→ **EXERCISE REQUIREMENTS**
An identical transcription of the records is required.

→ **DATASET ENTRIES**
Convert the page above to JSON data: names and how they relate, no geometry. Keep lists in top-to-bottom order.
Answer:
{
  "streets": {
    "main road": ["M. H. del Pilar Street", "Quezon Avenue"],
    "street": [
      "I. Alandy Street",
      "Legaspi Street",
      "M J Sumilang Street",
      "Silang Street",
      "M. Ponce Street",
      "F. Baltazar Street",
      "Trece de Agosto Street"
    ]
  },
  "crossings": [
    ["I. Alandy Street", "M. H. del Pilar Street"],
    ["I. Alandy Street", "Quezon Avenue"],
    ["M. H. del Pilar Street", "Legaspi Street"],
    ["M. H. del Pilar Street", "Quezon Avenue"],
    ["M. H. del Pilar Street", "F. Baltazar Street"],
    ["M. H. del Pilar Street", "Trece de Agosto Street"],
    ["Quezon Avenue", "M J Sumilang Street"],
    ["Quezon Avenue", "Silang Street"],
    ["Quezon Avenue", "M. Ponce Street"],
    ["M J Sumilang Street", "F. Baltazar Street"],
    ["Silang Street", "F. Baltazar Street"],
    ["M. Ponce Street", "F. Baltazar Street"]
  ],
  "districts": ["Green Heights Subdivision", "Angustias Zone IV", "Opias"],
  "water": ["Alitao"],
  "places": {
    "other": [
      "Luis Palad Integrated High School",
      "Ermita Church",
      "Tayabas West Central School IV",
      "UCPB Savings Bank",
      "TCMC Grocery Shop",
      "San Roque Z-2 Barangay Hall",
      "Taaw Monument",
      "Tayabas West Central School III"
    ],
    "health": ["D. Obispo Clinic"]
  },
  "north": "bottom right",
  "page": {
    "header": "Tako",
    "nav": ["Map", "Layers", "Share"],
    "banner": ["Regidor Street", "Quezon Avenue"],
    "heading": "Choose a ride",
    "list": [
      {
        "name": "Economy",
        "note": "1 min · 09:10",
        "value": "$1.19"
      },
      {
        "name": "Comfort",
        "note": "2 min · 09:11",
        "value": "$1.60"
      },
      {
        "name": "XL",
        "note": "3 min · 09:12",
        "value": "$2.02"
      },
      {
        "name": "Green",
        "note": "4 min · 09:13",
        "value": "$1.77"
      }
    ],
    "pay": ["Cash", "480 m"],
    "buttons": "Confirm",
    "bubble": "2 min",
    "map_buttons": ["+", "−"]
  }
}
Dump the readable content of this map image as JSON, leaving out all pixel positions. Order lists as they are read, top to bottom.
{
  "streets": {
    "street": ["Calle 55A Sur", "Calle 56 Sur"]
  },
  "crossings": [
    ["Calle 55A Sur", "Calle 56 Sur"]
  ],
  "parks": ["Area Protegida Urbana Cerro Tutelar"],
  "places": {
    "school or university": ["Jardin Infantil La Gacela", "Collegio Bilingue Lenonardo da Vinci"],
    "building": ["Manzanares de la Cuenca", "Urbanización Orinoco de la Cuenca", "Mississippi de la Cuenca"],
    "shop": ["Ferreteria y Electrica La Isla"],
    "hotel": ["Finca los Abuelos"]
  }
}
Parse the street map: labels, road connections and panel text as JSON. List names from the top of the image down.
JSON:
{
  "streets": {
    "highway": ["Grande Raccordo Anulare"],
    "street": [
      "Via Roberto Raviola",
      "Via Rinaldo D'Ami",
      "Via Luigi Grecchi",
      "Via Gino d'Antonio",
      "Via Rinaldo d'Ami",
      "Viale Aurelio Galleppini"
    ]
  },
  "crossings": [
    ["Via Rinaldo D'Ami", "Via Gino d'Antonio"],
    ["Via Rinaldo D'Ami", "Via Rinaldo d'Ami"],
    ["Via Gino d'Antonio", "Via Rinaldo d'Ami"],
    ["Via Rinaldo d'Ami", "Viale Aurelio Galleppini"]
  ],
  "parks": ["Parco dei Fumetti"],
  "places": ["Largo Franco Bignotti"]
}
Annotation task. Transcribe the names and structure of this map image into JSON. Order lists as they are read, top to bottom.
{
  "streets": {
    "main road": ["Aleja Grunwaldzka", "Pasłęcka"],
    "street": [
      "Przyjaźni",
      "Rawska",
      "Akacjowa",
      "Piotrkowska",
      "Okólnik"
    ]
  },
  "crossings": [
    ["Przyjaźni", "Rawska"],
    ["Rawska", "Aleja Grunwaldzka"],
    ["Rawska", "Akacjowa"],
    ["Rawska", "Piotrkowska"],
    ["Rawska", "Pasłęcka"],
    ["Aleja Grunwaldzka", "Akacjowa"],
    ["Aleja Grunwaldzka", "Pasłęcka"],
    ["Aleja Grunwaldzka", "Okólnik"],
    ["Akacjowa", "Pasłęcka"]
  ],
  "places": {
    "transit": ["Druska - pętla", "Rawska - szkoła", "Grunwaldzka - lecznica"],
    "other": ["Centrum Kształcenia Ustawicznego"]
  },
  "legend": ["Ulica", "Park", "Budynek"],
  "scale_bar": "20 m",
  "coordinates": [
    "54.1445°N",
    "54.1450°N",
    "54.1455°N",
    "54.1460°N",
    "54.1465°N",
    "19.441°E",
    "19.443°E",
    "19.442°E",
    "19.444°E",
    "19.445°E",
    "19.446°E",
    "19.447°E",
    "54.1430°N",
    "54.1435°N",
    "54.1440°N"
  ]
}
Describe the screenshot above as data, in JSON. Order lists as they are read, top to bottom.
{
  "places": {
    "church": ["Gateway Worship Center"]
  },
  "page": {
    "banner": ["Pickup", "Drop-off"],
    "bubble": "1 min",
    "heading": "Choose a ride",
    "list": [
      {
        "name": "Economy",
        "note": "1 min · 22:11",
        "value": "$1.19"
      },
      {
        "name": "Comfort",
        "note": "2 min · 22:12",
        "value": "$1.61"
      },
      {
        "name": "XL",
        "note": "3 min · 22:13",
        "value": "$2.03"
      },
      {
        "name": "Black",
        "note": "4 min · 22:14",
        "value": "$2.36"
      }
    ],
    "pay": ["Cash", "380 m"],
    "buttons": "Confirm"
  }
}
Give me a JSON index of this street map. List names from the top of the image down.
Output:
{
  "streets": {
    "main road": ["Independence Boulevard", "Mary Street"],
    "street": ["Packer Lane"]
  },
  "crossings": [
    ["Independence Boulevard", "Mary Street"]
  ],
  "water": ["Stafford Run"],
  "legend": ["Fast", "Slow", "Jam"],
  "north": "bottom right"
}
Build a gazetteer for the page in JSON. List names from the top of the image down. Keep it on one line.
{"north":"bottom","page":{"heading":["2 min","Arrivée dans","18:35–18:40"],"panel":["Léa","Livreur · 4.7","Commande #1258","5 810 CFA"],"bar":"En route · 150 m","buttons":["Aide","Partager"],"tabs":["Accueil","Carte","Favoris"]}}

→ **ANSWER TO THIS PROBLEM**
Convert the page above to JSON data: names and how they relate, no geometry. Keep lists in top-to-bottom order.
Answer:
{
  "streets": {
    "main road": ["M. H. del Pilar Street", "Quezon Avenue"],
    "street": [
      "I. Alandy Street",
      "Legaspi Street",
      "M J Sumilang Street",
      "Silang Street",
      "M. Ponce Street",
      "F. Baltazar Street",
      "Trece de Agosto Street"
    ]
  },
  "crossings": [
    ["I. Alandy Street", "M. H. del Pilar Street"],
    ["I. Alandy Street", "Quezon Avenue"],
    ["M. H. del Pilar Street", "Legaspi Street"],
    ["M. H. del Pilar Street", "Quezon Avenue"],
    ["M. H. del Pilar Street", "F. Baltazar Street"],
    ["M. H. del Pilar Street", "Trece de Agosto Street"],
    ["Quezon Avenue", "M J Sumilang Street"],
    ["Quezon Avenue", "Silang Street"],
    ["Quezon Avenue", "M. Ponce Street"],
    ["M J Sumilang Street", "F. Baltazar Street"],
    ["Silang Street", "F. Baltazar Street"],
    ["M. Ponce Street", "F. Baltazar Street"]
  ],
  "districts": ["Green Heights Subdivision", "Angustias Zone IV", "Opias"],
  "water": ["Alitao"],
  "places": {
    "other": [
      "Luis Palad Integrated High School",
      "Ermita Church",
      "Tayabas West Central School IV",
      "UCPB Savings Bank",
      "TCMC Grocery Shop",
      "San Roque Z-2 Barangay Hall",
      "Taaw Monument",
      "Tayabas West Central School III"
    ],
    "health": ["D. Obispo Clinic"]
  },
  "north": "bottom right",
  "page": {
    "header": "Tako",
    "nav": ["Map", "Layers", "Share"],
    "banner": ["Regidor Street", "Quezon Avenue"],
    "heading": "Choose a ride",
    "list": [
      {
        "name": "Economy",
        "note": "1 min · 09:10",
        "value": "$1.19"
      },
      {
        "name": "Comfort",
        "note": "2 min · 09:11",
        "value": "$1.60"
      },
      {
        "name": "XL",
        "note": "3 min · 09:12",
        "value": "$2.02"
      },
      {
        "name": "Green",
        "note": "4 min · 09:13",
        "value": "$1.77"
      }
    ],
    "pay": ["Cash", "480 m"],
    "buttons": "Confirm",
    "bubble": "2 min",
    "map_buttons": ["+", "−"]
  }
}
Dump the readable content of this map image as JSON, leaving out all pixel positions. Order lists as they are read, top to bottom.
{
  "streets": {
    "street": ["Calle 55A Sur", "Calle 56 Sur"]
  },
  "crossings": [
    ["Calle 55A Sur", "Calle 56 Sur"]
  ],
  "parks": ["Area Protegida Urbana Cerro Tutelar"],
  "places": {
    "school or university": ["Jardin Infantil La Gacela", "Collegio Bilingue Lenonardo da Vinci"],
    "building": ["Manzanares de la Cuenca", "Urbanización Orinoco de la Cuenca", "Mississippi de la Cuenca"],
    "shop": ["Ferreteria y Electrica La Isla"],
    "hotel": ["Finca los Abuelos"]
  }
}
Parse the street map: labels, road connections and panel text as JSON. List names from the top of the image down.
JSON:
{
  "streets": {
    "highway": ["Grande Raccordo Anulare"],
    "street": [
      "Via Roberto Raviola",
      "Via Rinaldo D'Ami",
      "Via Luigi Grecchi",
      "Via Gino d'Antonio",
      "Via Rinaldo d'Ami",
      "Viale Aurelio Galleppini"
    ]
  },
  "crossings": [
    ["Via Rinaldo D'Ami", "Via Gino d'Antonio"],
    ["Via Rinaldo D'Ami", "Via Rinaldo d'Ami"],
    ["Via Gino d'Antonio", "Via Rinaldo d'Ami"],
    ["Via Rinaldo d'Ami", "Viale Aurelio Galleppini"]
  ],
  "parks": ["Parco dei Fumetti"],
  "places": ["Largo Franco Bignotti"]
}
Annotation task. Transcribe the names and structure of this map image into JSON. Order lists as they are read, top to bottom.
{
  "streets": {
    "main road": ["Aleja Grunwaldzka", "Pasłęcka"],
    "street": [
      "Przyjaźni",
      "Rawska",
      "Akacjowa",
      "Piotrkowska",
      "Okólnik"
    ]
  },
  "crossings": [
    ["Przyjaźni", "Rawska"],
    ["Rawska", "Aleja Grunwaldzka"],
    ["Rawska", "Akacjowa"],
    ["Rawska", "Piotrkowska"],
    ["Rawska", "Pasłęcka"],
    ["Aleja Grunwaldzka", "Akacjowa"],
    ["Aleja Grunwaldzka", "Pasłęcka"],
    ["Aleja Grunwaldzka", "Okólnik"],
    ["Akacjowa", "Pasłęcka"]
  ],
  "places": {
    "transit": ["Druska - pętla", "Rawska - szkoła", "Grunwaldzka - lecznica"],
    "other": ["Centrum Kształcenia Ustawicznego"]
  },
  "legend": ["Ulica", "Park", "Budynek"],
  "scale_bar": "20 m",
  "coordinates": [
    "54.1445°N",
    "54.1450°N",
    "54.1455°N",
    "54.1460°N",
    "54.1465°N",
    "19.441°E",
    "19.443°E",
    "19.442°E",
    "19.444°E",
    "19.445°E",
    "19.446°E",
    "19.447°E",
    "54.1430°N",
    "54.1435°N",
    "54.1440°N"
  ]
}
Describe the screenshot above as data, in JSON. Order lists as they are read, top to bottom.
{
  "places": {
    "church": ["Gateway Worship Center"]
  },
  "page": {
    "banner": ["Pickup", "Drop-off"],
    "bubble": "1 min",
    "heading": "Choose a ride",
    "list": [
      {
        "name": "Economy",
        "note": "1 min · 22:11",
        "value": "$1.19"
      },
      {
        "name": "Comfort",
        "note": "2 min · 22:12",
        "value": "$1.61"
      },
      {
        "name": "XL",
        "note": "3 min · 22:13",
        "value": "$2.03"
      },
      {
        "name": "Black",
        "note": "4 min · 22:14",
        "value": "$2.36"
      }
    ],
    "pay": ["Cash", "380 m"],
    "buttons": "Confirm"
  }
}
Give me a JSON index of this street map. List names from the top of the image down.
Output:
{
  "streets": {
    "main road": ["Independence Boulevard", "Mary Street"],
    "street": ["Packer Lane"]
  },
  "crossings": [
    ["Independence Boulevard", "Mary Street"]
  ],
  "water": ["Stafford Run"],
  "legend": ["Fast", "Slow", "Jam"],
  "north": "bottom right"
}
Build a gazetteer for the page in JSON. List names from the top of the image down. Keep it on one line.
{"north":"bottom","page":{"heading":["2 min","Arrivée dans","18:35–18:40"],"panel":["Léa","Livreur · 4.7","Commande #1258","5 810 CFA"],"bar":"En route · 150 m","buttons":["Aide","Partager"],"tabs":["Accueil","Carte","Favoris"]}}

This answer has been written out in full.